O ano de 2010 será marcado internacionalmente
não apenas pela Copa do Mundo. Outro tema - a biodiversidade - vai
interferir de forma direta e implacável no cotidiano das pessoas, em
escala muito maior e talvez sem a mesma visibilidade na mídia. O assunto
também vai atrair a atenção de muitos países durante a Conferência da
Biodiversidade (COP-10), a ser realizada em outubro em Nagoya (Japão).
Apesar de ainda não ter o mesmo apelo do
futebol nas discussões do dia-a-dia, neste Ano Internacional da
Biodiversidade - estabelecido pela ONU- nações de todo o mundo vão
debater a perda da biodiversidade, prejuízo que afeta não só animais e
plantas (como muitos preferem simplificar a questão), mas interfere de
maneira crucial na manutenção da vida do homem e no equilíbrio de todo o
planeta.
Para se ter uma ideia do tamanho do prejuízo,
as perdas econômicas decorrentes do processo de redução de espécies
alcançam uma cifra anual entre U$2 e US$ 4,5 trilhões, segundo
pesquisadores do Programa das Nações Unidas para o Meio Ambiente
(Pnuma).
O encontro no Japão vai reunir as nações
megadiversas (grupo dos 17 países que abrigam a maioria das espécies da
Terra e juntos detêm cerca de 70% de toda a biodiversidade do planeta,
entre eles o Brasil), as principais potências econômicas mundiais e
outros 100 países aproximadamente. O objetivo é tentar encontrar
soluções que possam surtir efeito rápido (ou pelo menos de médio prazo),
a fim de evitar novos colapsos ambientais ao redor do planeta.
Durante a COP-10, o Brasil vai assumir um
protagonismo, pois pretende reafirmar o pacto entre os países
signatários da Convenção sobre Diversidade Biológica (CDB), para o
cumprimento das metas estabelecidas tanto na Rio-92 quanto em
Johannesburgo (África do Sul), em 2002.
Vai ainda defender a bandeira da repartição de
benefícios oriundos do patrimônio genético da biodiversidade, principal
ponto pretendido pelos megadiversos na convenção.

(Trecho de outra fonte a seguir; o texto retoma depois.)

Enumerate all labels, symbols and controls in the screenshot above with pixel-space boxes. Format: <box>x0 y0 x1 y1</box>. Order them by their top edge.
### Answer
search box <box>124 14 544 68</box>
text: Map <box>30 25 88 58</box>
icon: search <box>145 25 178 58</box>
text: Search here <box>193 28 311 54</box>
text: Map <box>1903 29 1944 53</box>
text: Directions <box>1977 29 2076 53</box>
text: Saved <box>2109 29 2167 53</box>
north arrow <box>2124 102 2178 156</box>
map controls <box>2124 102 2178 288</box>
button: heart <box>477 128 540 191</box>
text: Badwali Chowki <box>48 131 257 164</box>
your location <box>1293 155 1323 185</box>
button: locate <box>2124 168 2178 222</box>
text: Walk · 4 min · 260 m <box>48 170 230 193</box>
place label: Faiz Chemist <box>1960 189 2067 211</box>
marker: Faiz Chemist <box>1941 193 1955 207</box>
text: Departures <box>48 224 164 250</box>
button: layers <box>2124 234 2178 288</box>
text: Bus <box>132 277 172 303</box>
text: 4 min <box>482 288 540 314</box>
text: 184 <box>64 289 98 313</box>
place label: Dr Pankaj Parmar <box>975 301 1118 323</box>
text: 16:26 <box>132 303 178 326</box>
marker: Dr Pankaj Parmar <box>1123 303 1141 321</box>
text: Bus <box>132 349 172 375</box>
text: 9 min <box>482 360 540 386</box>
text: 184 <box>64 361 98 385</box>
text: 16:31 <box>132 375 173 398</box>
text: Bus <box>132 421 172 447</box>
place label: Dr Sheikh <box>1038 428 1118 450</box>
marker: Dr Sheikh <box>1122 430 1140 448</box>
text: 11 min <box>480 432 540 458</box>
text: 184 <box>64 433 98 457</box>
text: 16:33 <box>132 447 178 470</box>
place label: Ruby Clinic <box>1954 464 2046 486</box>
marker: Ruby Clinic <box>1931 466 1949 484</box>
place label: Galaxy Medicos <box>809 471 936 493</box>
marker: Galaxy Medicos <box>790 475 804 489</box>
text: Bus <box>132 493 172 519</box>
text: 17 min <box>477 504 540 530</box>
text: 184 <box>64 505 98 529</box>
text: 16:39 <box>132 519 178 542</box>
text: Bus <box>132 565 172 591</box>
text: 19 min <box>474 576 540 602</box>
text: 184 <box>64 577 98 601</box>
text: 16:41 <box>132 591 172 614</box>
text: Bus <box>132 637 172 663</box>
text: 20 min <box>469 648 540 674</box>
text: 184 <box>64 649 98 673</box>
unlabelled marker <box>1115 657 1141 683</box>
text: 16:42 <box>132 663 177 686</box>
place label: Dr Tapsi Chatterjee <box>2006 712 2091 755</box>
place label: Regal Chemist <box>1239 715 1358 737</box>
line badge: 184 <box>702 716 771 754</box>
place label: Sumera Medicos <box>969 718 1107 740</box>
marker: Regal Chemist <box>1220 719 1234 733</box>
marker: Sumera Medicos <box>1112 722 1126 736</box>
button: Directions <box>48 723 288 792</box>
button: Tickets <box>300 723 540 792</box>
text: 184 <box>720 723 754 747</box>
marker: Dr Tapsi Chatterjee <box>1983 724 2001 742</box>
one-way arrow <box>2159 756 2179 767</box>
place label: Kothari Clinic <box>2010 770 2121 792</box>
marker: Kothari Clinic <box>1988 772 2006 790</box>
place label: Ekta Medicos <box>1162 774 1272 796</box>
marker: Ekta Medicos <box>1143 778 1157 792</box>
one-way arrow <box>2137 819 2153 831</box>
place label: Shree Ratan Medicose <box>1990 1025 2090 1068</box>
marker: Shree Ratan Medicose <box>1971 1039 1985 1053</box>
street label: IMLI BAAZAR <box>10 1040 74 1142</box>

Segundo a secretária de Biodiversidades e
Florestas do MMA, Maria Cecília Wey de Brito, muitas reuniões
preparatórias têm sido realizadas pelas 17 nações megadiversas, com o
objetivo de se estabelecer uma proposta comum.
A questão da compensação financeira pelo
conhecimento obtido a partir da biodiversidade, no entanto, é motivo de
controvérsia. Ganhou manchete dos jornais o caso do cupuaçu, que teve um
pedido de patente registrado no exterior por uma empresa japonesa,
apesar de ser uma planta típica da Amazônia.
Por meio da contestação de entidades
ambientalistas nos escritórios de patentes internacionais, foi impedida a
aprovação do registro, pois as aplicações do produto já eram, há muito
tempo, de domínio dos índios e das comunidades tradicionais amazônicas, e
não envolviam nenhum tipo de inovação que justificasse o direito de sua
exploração pela companhia japonesa.
Diversidade global em declínio - De acordo com o
terceiro relatório do Panorama da Biodiversidade Global (GBO3, em
inglês), divulgado no começo de maio pelas Nações Unidas (cuja versão em
português será lançada em 21 de maio pelo MMA), nenhum país cumpriu
integralmente as metas de redução da perda da biodiversidade em seus
territórios entre 2002 e 2010.
O documento é um relatório oficial da Convenção
sobre Diversidade Biológica, estabelecida em 1992, e vai pautar as
discussões entre os chefes de Estado participantes da Cúpula da
Biodiversidade no Japão. O ponto mais preocupante deste estudo revela
que a perda da biodiversidade global está alcançando um patamar quase
irreversível.
Entre 1970 e 2006, por exemplo, o número de
indivíduos de espécies de vertebrados teve um declínio de 30% em todo o
mundo, e a tendência, segundo o GBO3, é de que a redução continue,
especialmente entre animais marinhos e nas regiões tropicais. O
relatório indica ainda que 40% das espécies de aves e 42% dos anfíbios
apresentam população em queda.
Para reverter o quadro de sérios prejuízos
ambientais e econômicos, seriam necessários investimentos em todo o
planeta de aproximadamente U$45 bilhões por ano.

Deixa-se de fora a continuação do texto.